# Newby saying kamusta



## sailorjim (Nov 30, 2014)

Hi Folks.
I just joined and want to learn more.
I already know of some things but I have enough space in my old hard drive to fit a bit more.
I may have to have a beer or two to delete some old stuff but the new stuff will fit.

Should be retiring in the Phills. late 2015 or early 2016.

Jim


----------



## Asian Spirit (Mar 1, 2010)

sailorjim said:


> Hi Folks.
> I just joined and want to learn more.
> I already know of some things but I have enough space in my old hard drive to fit a bit more.
> I may have to have a beer or two to delete some old stuff but the new stuff will fit.
> ...


Welcome to the forum Jim, 

Have you decided on an area to live here yet or just looking at different places? Lots of good location that are not expensive compared to home..


----------



## sailorjim (Nov 30, 2014)

Hi...Looking at Dumagetti, Bohol and Cebu areas.
Almost anywhere in the Visayans area.
So far Southern ****** has more than my fair share of attention.
Last time i was there it reminded me of Queensland where i live(except for the heat) in that it is a really laid back lifestyle. 
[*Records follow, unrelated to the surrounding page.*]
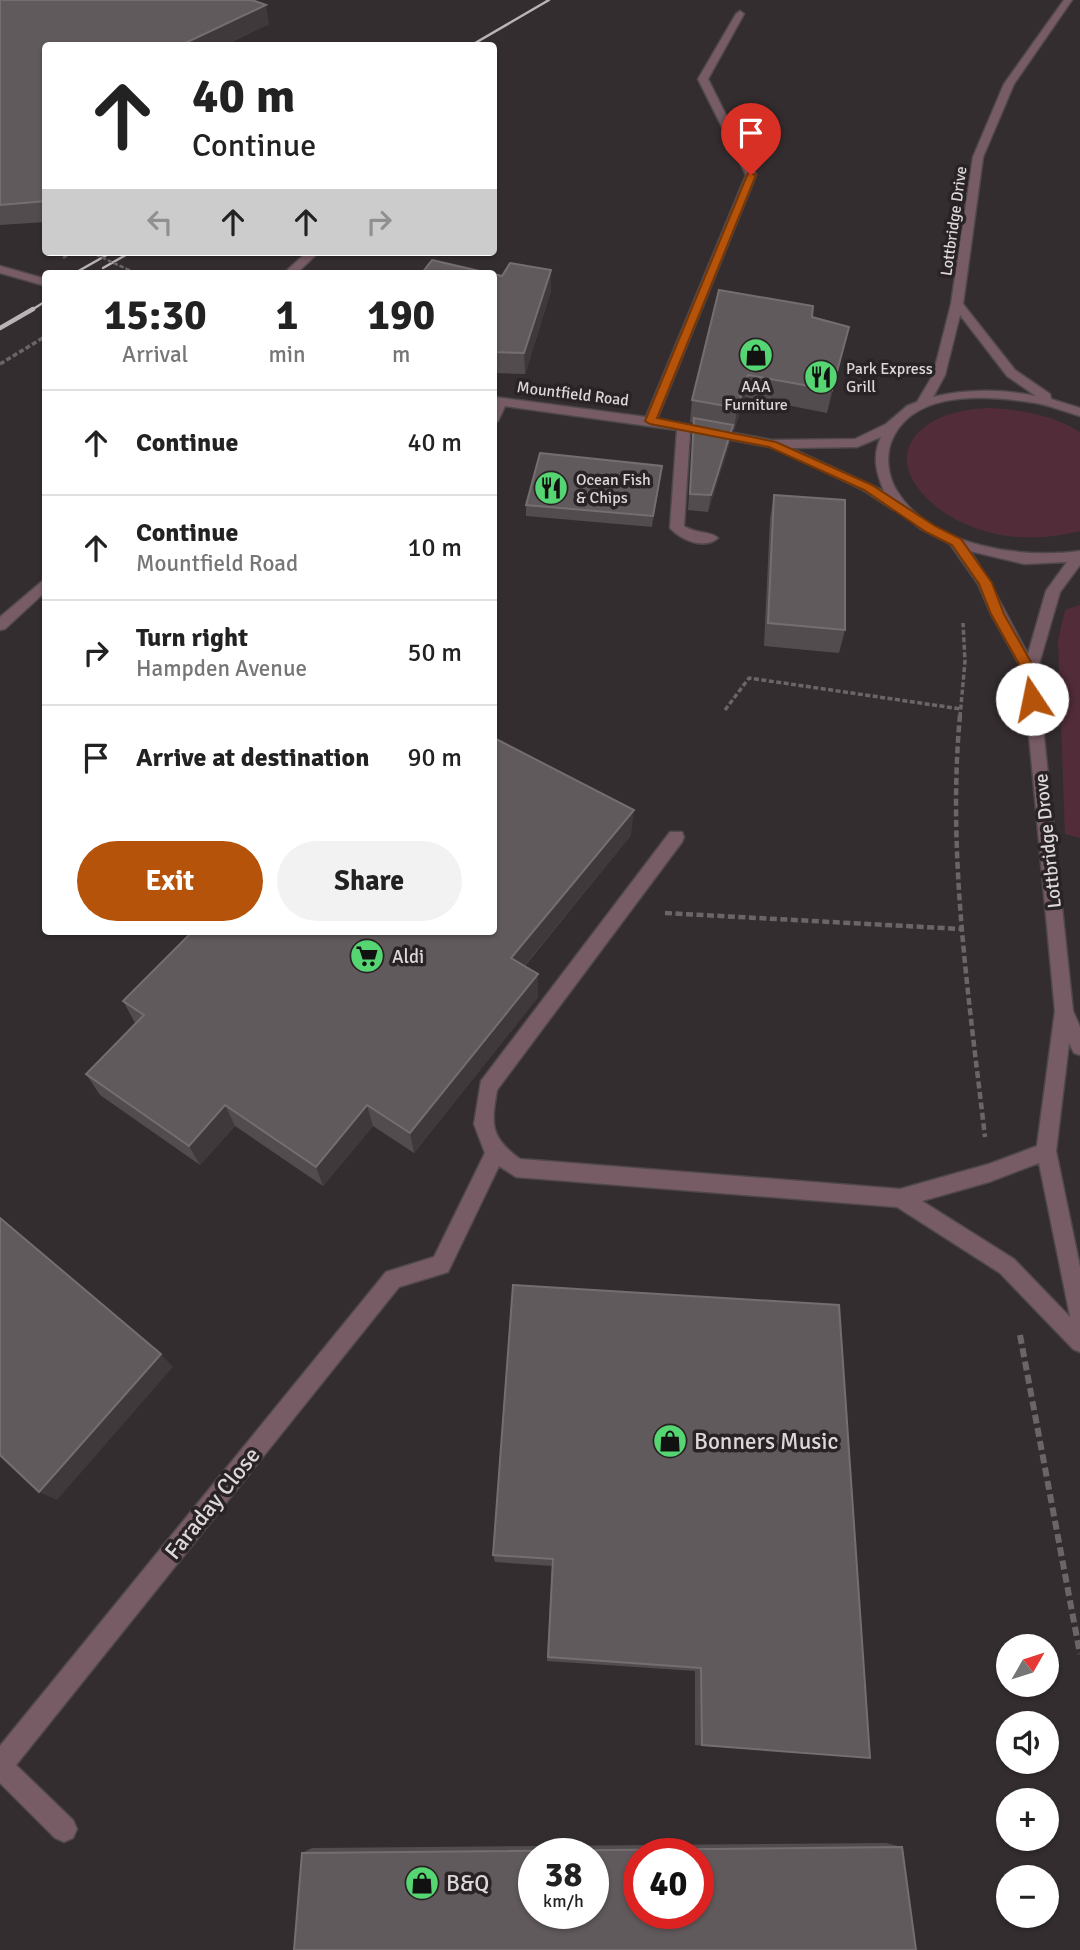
<!DOCTYPE html>
<meta charset="utf-8">
<style>
:root{--surface:#fff;--page:#f2f2f2;--text:#222;--muted:#767676;--line:#e0e0e0;--accent:#b45309}
body{margin:0;font-family:Signika,sans-serif;background:var(--page);color:var(--text);height:100vh;display:flex;flex-direction:column;font-size:26px;white-space:nowrap}
*{box-sizing:border-box;margin:0}
p{font-size:23px;color:var(--muted)}
.icon{flex:none;width:38px;height:38px;fill:none;stroke:currentColor;stroke-width:2;stroke-linecap:round;stroke-linejoin:round}
.map{position:relative;flex:1;overflow:hidden}
.panel{position:absolute;left:42px;top:270px;width:455px;height:665px;display:flex;flex-direction:column;background:var(--surface);border-radius:7px;box-shadow:0 2px 5px #0004}
.panel>*{flex:none}
.guide{position:absolute;left:42px;top:42px;width:455px;height:214px;border-radius:7px;box-shadow:0 2px 5px #0004;background:#fff;color:var(--text);overflow:hidden}
.needle{width:46px;rotate:51deg}
.tools{position:absolute;left:996px;top:1634px;display:grid;gap:14px}
.tools a{display:grid;place-items:center;width:63px;height:63px;border-radius:50%;background:var(--surface);box-shadow:0 2px 5px #0004;font-size:35px}
.speed{position:absolute;left:518px;top:1838px;display:flex;gap:14px;font-size:35px;font-weight:700;text-align:center}
.speed>*{display:grid;place-content:center;width:91px;height:91px;border-radius:50%;background:var(--surface);box-shadow:0 2px 5px #0004;line-height:1}
.speed small{font-size:18px;font-weight:400}
.speed .limit{border:10px solid #d22;background:#fff;color:#111}
.pin{position:absolute;display:grid;place-items:center;width:60px;height:60px;color:#fff;margin:-72px -30px;border-radius:50% 50% 50% 0;rotate:-45deg;box-shadow:0 0 7px #0007}
.pin .icon{rotate:45deg}
.me{position:absolute;width:77px;margin:-38px;rotate:349deg;stroke-linejoin:round;filter:drop-shadow(0 0 5px #0008)}
.turn{display:flex;align-items:center;gap:24px;height:147px;padding:0 35px;font-size:32px}
.turn .icon{width:91px;height:91px;stroke-width:2.5}
.turn b{display:block;font-size:49px;line-height:60px}
.lanes{display:flex;align-items:center;height:66px;padding:0 35px;background:#0003;justify-content:center;gap:35px;direction:ltr}
.lanes .off{opacity:.35}
.eta{display:flex;justify-content:space-evenly;align-items:center;height:119px;text-align:center}
.eta b{font-size:42px;font-weight:700;line-height:49px}
.primary-button{display:flex;gap:14px;margin-top:auto;padding:14px 35px}
.primary-button a{flex:1;height:80px;border-radius:42px;background:var(--accent);color:#fff;font-size:28px;font-weight:700;line-height:80px;text-align:center}
.primary-button a+a{background:var(--page);color:var(--text)}
ul{padding:0;list-style:none}
li{display:flex;align-items:center;gap:21px;height:105px;padding:0 35px;border-top:2px solid var(--line)}
li div{flex:1}
li b{display:block;font-size:26px}
li em{font-style:normal}
.map>svg:first-child{display:block}
.green{fill:#522d39}
.lines{fill:none;stroke-linecap:round;stroke-linejoin:round}
.minor-casing{stroke:#4f484a;stroke-width:3}
.path-far3{stroke:#6b6567;stroke-width:2.5;stroke-dasharray:4.5 2;stroke-linecap:butt}
.path-far2{stroke:#6b6567;stroke-width:3.5;stroke-dasharray:5 2.5;stroke-linecap:butt}
.path-far1{stroke:#6b6567;stroke-width:4.5;stroke-dasharray:7 3.5;stroke-linecap:butt}
.path{stroke:#6b6567;stroke-width:6;stroke-dasharray:9 4.5;stroke-linecap:butt}
.minor{fill:#785c65;fill-rule:evenodd}
.rail-far1{stroke:#b9b4b6;stroke-width:2.5}
.rail{stroke:#b9b4b6;stroke-width:4.5}
.path-bridge{stroke:#6b6567;stroke-width:2.5;stroke-dasharray:4.5 2;stroke-linecap:butt}
.wall{fill:#524c4e}
.shaded-wall{fill:#40393b}
.building{fill:#615a5c;stroke:#746e70;stroke-width:2;fill-rule:evenodd}
.route{fill:#b45309;stroke:#753606;stroke-width:2}
.labels{text-anchor:middle;stroke-width:7;stroke-linejoin:round;paint-order:stroke}
.far-street-label{font-size:16px;fill:#dcd7d9;stroke:#2a2325}
.far-poi-label{font-size:16px;fill:#dcd7d9;stroke:#2a2325;text-anchor:start}
.street-label{font-size:19px;fill:#dcd7d9;stroke:#2a2325}
.poi-label{font-size:19px;fill:#dcd7d9;stroke:#2a2325;text-anchor:start}
.near-poi-label{font-size:23px;fill:#dcd7d9;stroke:#2a2325;text-anchor:start}
.near-street-label{font-size:23px;fill:#dcd7d9;stroke:#2a2325}
</style>
<div class="map">
<svg width="1080" height="1950" viewBox="0 0 1080 1950">
<rect width="100%" height="100%" fill="#342d2f"/>
<g class="green">
<path d="M990,408C1022,410 1052,415 1080,432V531C1041,541 1002,540 965,524C932,510 883,466 920,431C939,413 966,409 990,408Z"/>
<polygon points="1080,605 1080,838 1065,834 1058,641 1065,610"/>
</g>
<g class="lines">
<g class="minor-casing">
<g id="minor">
<path d="M1064,0H1072L1014,84L983,157L963,304L1015,370L1050,394L1051,399L1080,408V416C1063,411 1047,404 1029,402C984,395 913,391 892,440C885,456 888,477 897,491C931,547 1022,559 1080,551V565L1060,592L1037,671L1073,1011L1080,1027V1055L1074,1053L1069,1043L1056,1151L1080,1267V1352L1073,1349L1000,1273L897,1207L516,1177L499,1166L448,1272L399,1287L16,1765L73,1820L77,1829L73,1838L64,1842L55,1838L0,1783V1746L386,1272L434,1257L485,1153L474,1124L481,1081L670,832H682L684,837L682,842L497,1090C491,1125 490,1137 520,1159L900,1189L989,1164L1037,1146L1055,1011L1023,671L991,614L978,584L950,544L921,529L898,510L892,509L863,490L775,448L690,432L684,526C696,534 711,531 718,538C704,550 681,540 670,528L677,430L505,406L498,421L494,422V397L646,417L746,175L698,79L736,14L740,11L744,14L708,79L756,175L657,419L772,440L855,439L886,424L907,406L917,402L933,375L951,304L973,157L1004,84ZM960,315L1007,376L1036,396C1002,389 966,389 933,397L945,375ZM881,437C872,456 876,472 884,491L791,448L857,447ZM970,551L1024,564L1067,562L1046,591L1028,654C1008,619 993,584 970,551ZM1039,1163L1070,1316V1317L1014,1259L922,1201L989,1182Z"/>
<polygon points="307,252 319,252 297,273 284,273"/>
<polygon points="0,266 46,279 46,286 0,273"/>
<polygon points="46,578 46,591 5,629 0,630 0,617"/>
</g>
</g>
<polyline class="path-far3" points="63,258 73,252"/>
<g class="path-far2">
<polyline points="0,364 46,336"/>
<polyline points="725,710 749,678 961,709"/>
<polyline points="960,717 965,661 963,623"/>
</g>
<g class="path-far1">
<path d="M960,715C947,854 969,999 985,1137"/>
<polyline points="665,913 961,929"/>
</g>
<polyline class="path" points="1020,1335 1080,1654"/>
<use href="#minor" class="minor"/>
<g class="rail-far1">
<polyline points="470,46 549,0"/>
<polyline points="103,268 131,252"/>
<polyline points="75,273 112,252"/>
<polyline points="30,311 46,301"/>
</g>
<polyline class="rail" points="0,328 33,309"/>
<polyline class="path-bridge" points="90,252 129,270 125,273"/>
</g>
<g class="wall">
<polygon points="0,0 269,24 224,46 46,46 46,222 0,225"/>
<polygon points="551,270 551,291 525,374 494,373 494,274 502,276"/>
<polygon points="812,317 849,327 827,413 745,397 734,430 732,430 730,442 708,512 688,510 694,423 690,422 692,400"/>
<polygon points="662,466 652,527 526,516 526,505"/>
<polygon points="774,495 845,630 839,653 764,646 770,518"/>
<polygon points="631,835 525,966 538,974 538,997 414,1153 373,1126 323,1186 235,1126 200,1165 100,1095 86,1074 135,1023 123,1001"/>
<polygon points="513,1285 856,1757 695,1745 695,1671 547,1661 552,1566 495,1562 493,1555"/>
<polygon points="886,1843 902,1847 302,1853 312,1848"/>
</g>
<g class="shaded-wall">
<polygon points="266,5 269,24 224,46 179,46"/>
<polygon points="551,270 551,291 525,374 524,353"/>
<polygon points="849,327 844,349 827,413 832,390"/>
<polygon points="748,375 745,397 734,430 737,408"/>
<polygon points="733,425 730,442 708,512 711,495"/>
<polygon points="662,466 661,477 652,527 653,516"/>
<polygon points="634,810 631,835 512,981 511,958"/>
<polygon points="538,974 538,997 414,1153 410,1133"/>
<polygon points="225,1105 235,1126 200,1165 189,1146"/>
<polygon points="367,1105 373,1126 323,1186 316,1167"/>
<polygon points="161,1354 173,1367 57,1500 39,1492"/>
</g>
<g class="building">
<polygon points="0,0 252,0 266,5 179,46 46,46 46,201 0,205"/>
<polygon points="432,260 488,273 422,273"/>
<polygon points="510,263 551,270 524,353 494,352 494,274 502,276"/>
<polygon points="719,290 813,306 812,317 849,327 832,390 748,375 737,408 692,400"/>
<polygon points="694,418 733,425 711,495 690,494"/>
<polygon points="540,453 662,466 653,516 526,505"/>
<polygon points="774,495 845,500 845,630 768,623"/>
<polygon points="494,738 634,810 511,958 538,974 410,1133 367,1105 316,1167 225,1105 189,1146 86,1074 144,1015 123,1001 193,931 494,931"/>
<polygon points="0,1218 161,1354 39,1492 0,1455"/>
<polygon points="513,1285 839,1305 870,1758 702,1745 701,1668 548,1657 553,1559 493,1555"/>
<path d="M902,1847L916,1950H294L302,1853ZM534,1853H593V1913H534ZM639,1853H698V1913H639Z"/>
</g>
<polygon class="route" points="748,173 756,175 657,418 776,442 872,485 935,526 961,539 992,583 1004,614 1036,671 1039,699 1037,702 1032,704 1025,699 1023,671 991,614 979,584 952,545 926,532 864,490 769,447 650,424 645,421"/>
<defs>
<g id="shop-disc" transform="scale(1.75)"><circle r="9.5" fill="#55d672" stroke="#2a2325"/><path d="M-5-2.5h2.3a2.7 3.5 0 0 1 5.4 0H5L5.5 6h-11ZM-1.5-2.5h3a1.5 2.3 0 0 0-3 0Z" fill="#111"/></g>
<g id="restaurant-disc" transform="scale(1.75)"><circle r="9.5" fill="#55d672" stroke="#2a2325"/><path d="M-5-6h1v4h1v-4h1v4h1v-4h1v5L-1.5 .5V6h-2V.5L-5-1ZM5-6V6H3V1.5H1.5Q1.5-4 5-6Z" fill="#111"/></g>
<g id="supermarket-disc" transform="scale(1.75)"><circle r="9.5" fill="#55d672" stroke="#2a2325"/><path d="M-6-5.5h2.5l.6 2H6L4.5 2H-2.5L-4.4-4H-6ZM-1.5 3.2a1.3 1.3 0 1 0 .1 0ZM3 3.2a1.3 1.3 0 1 0 .1 0Z" fill="#111"/></g>
</defs>
<g fill-rule="evenodd">
<use href="#shop-disc" x="756" y="355"/>
<use href="#restaurant-disc" x="821" y="377"/>
<use href="#restaurant-disc" x="551" y="488"/>
<use href="#supermarket-disc" x="367" y="956"/>
<use href="#shop-disc" x="670" y="1441"/>
<use href="#shop-disc" x="422" y="1883"/>
</g>
<g class="labels">
<g class="far-street-label">
<text transform="translate(953 221) rotate(-82)" y="6">Lottbridge Drive</text>
<text transform="translate(573 393) rotate(7)" y="6">Mountfield Road</text>
</g>
<g class="far-poi-label">
<text x="846" y="374">Park Express<tspan x="846" dy="18">Grill</tspan></text>
<text x="756" y="392" text-anchor="middle">AAA<tspan x="756" dy="18">Furniture</tspan></text>
<text x="576" y="485">Ocean Fish<tspan x="576" dy="18">&amp; Chips</tspan></text>
</g>
<g class="street-label">
<text transform="translate(1047 841) rotate(-96)" y="7">Lottbridge Drove</text>
</g>
<g class="poi-label">
<text x="392" y="963">Aldi</text>
</g>
<g class="near-poi-label">
<text x="694" y="1449">Bonners Music</text>
<text x="446" y="1891">B&amp;Q</text>
</g>
<g class="near-street-label">
<text transform="translate(212 1503) rotate(-51)" y="8">Faraday Close</text>
</g>
</g>
</svg>
<div class="tools">
<a><svg class="needle" viewBox="-14 -14 28 28"><path d="M0-13l5 13h-10z" fill="#e53935"/><path d="M0 13l5-13h-10z" fill="#767676"/></svg></a>
<a><svg class="icon" aria-label="sound" viewBox="0 0 24 24"><path d="M4 9h4l5-4v14l-5-4H4zM17 9q2 3 0 6"/></svg></a>
<a>+</a>
<a>−</a>
</div>
<div class="speed"><div>38<small>km/h</small></div><div class="limit">40</div></div>
<div class="pin" style="left:751px;top:175px;background:#d93025"><svg class="icon" aria-label="arrive" viewBox="0 0 24 24"><path d="M6 21V4h12l-3 4 3 4H6"/></svg></div>
<svg class="me" style="left:1032px;top:699px" viewBox="-20 -20 40 40"><circle r="19" fill="#fff"/><path d="M0-13L10 11 0 6-10 11z" fill="#b45309"/></svg>
<div class="guide">
<div class="turn"><svg class="icon" aria-label="ahead" viewBox="0 0 24 24"><path d="M12 20V5M6 11l6-6 6 6"/></svg><div><b>40 m</b>Continue</div></div>
<div class="lanes"><svg class="icon off" aria-label="left" viewBox="0 0 24 24"><path d="M17 20v-9H6M10 6l-5 5 5 5"/></svg><svg class="icon" aria-label="ahead" viewBox="0 0 24 24"><path d="M12 20V5M6 11l6-6 6 6"/></svg><svg class="icon" aria-label="ahead" viewBox="0 0 24 24"><path d="M12 20V5M6 11l6-6 6 6"/></svg><svg class="icon off" aria-label="right" viewBox="0 0 24 24"><path d="M7 20v-9h11M14 6l5 5-5 5"/></svg></div>
</div>
<section class="panel">
<div class="eta">
<div><b>15:30</b><p>Arrival</p></div>
<div><b>1</b><p>min</p></div>
<div><b>190</b><p>m</p></div>
</div>
<ul>
<li><svg class="icon" aria-label="ahead" viewBox="0 0 24 24"><path d="M12 20V5M6 11l6-6 6 6"/></svg><div><b>Continue</b></div><em>40 m</em></li>
<li><svg class="icon" aria-label="ahead" viewBox="0 0 24 24"><path d="M12 20V5M6 11l6-6 6 6"/></svg><div><b>Continue</b><p>Mountfield Road</p></div><em>10 m</em></li>
<li><svg class="icon" aria-label="right" viewBox="0 0 24 24"><path d="M7 20v-9h11M14 6l5 5-5 5"/></svg><div><b>Turn right</b><p>Hampden Avenue</p></div><em>50 m</em></li>
<li><svg class="icon" aria-label="arrive" viewBox="0 0 24 24"><path d="M6 21V4h12l-3 4 3 4H6"/></svg><div><b>Arrive at destination</b></div><em>90 m</em></li>
</ul>
<div class="primary-button"><a>Exit</a><a>Share</a></div>
</section>
</div>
I lived in Cagayan de Oro for a time but now it is over developed.
When first there in late 60s it was just an outpost. Then in mid 70s when i moved there it was a little bigger. Left in '87 to return to Australia it was still a good place to live but development happened and now it is just another Manila. Traffic jams, crime on the way up and all the stress of a normal large city.

Too polluted and with the new highway running thru the what was once the beach area, can only get worse.
(They built a highway about 300 yards from the beach running the length of the city,,,Incredible. )

I am not that interested in internet connections 24 hrs. a day, top class restaurants or trying to change the way things are so the islands could suit me.

I will trawl the various posts and try to get a picture of some of the difficulties and ask a question or two as time goes by. I might even have the knowledge to answer a few.

WOW! That was a big reply but you should get the message..
Looking forward to lots of info and friendly banter with other members.

Also could i put out a message to anyone living in CDO or those others areas i mentioned to contact me..
Jim


----------



## colemanlee (Nov 17, 2014)

Two places come to mind, southern Cebu Island and southern Leyte, I was in southern Leyte a month or so ago and was very impressed with the cleanliness, (that I have never seen before) the lack of congestion, the politeness of the people. If I did not already have a business here, in Tacloban, I can promise you southern Leyte would be toward the top of places to live. I think the forum has a member here that could probably tell you more...Welcome


----------



## Asian Spirit (Mar 1, 2010)

colemanlee said:


> Two places come to mind, southern Cebu Island and southern Leyte, I was in southern Leyte a month or so ago and was very impressed with the cleanliness, (that I have never seen before) the lack of congestion, the politeness of the people. If I did not already have a business here, in Tacloban, I can promise you southern Leyte would be toward the top of places to live. I think the forum has a member here that could probably tell you more...Welcome


What is the general condition of Tacloban now? Is it starting to recover pretty well from the typhoon last year?
Looks like another storm may be heading you way now. Hopefully it will turn North and miss the country completely..


----------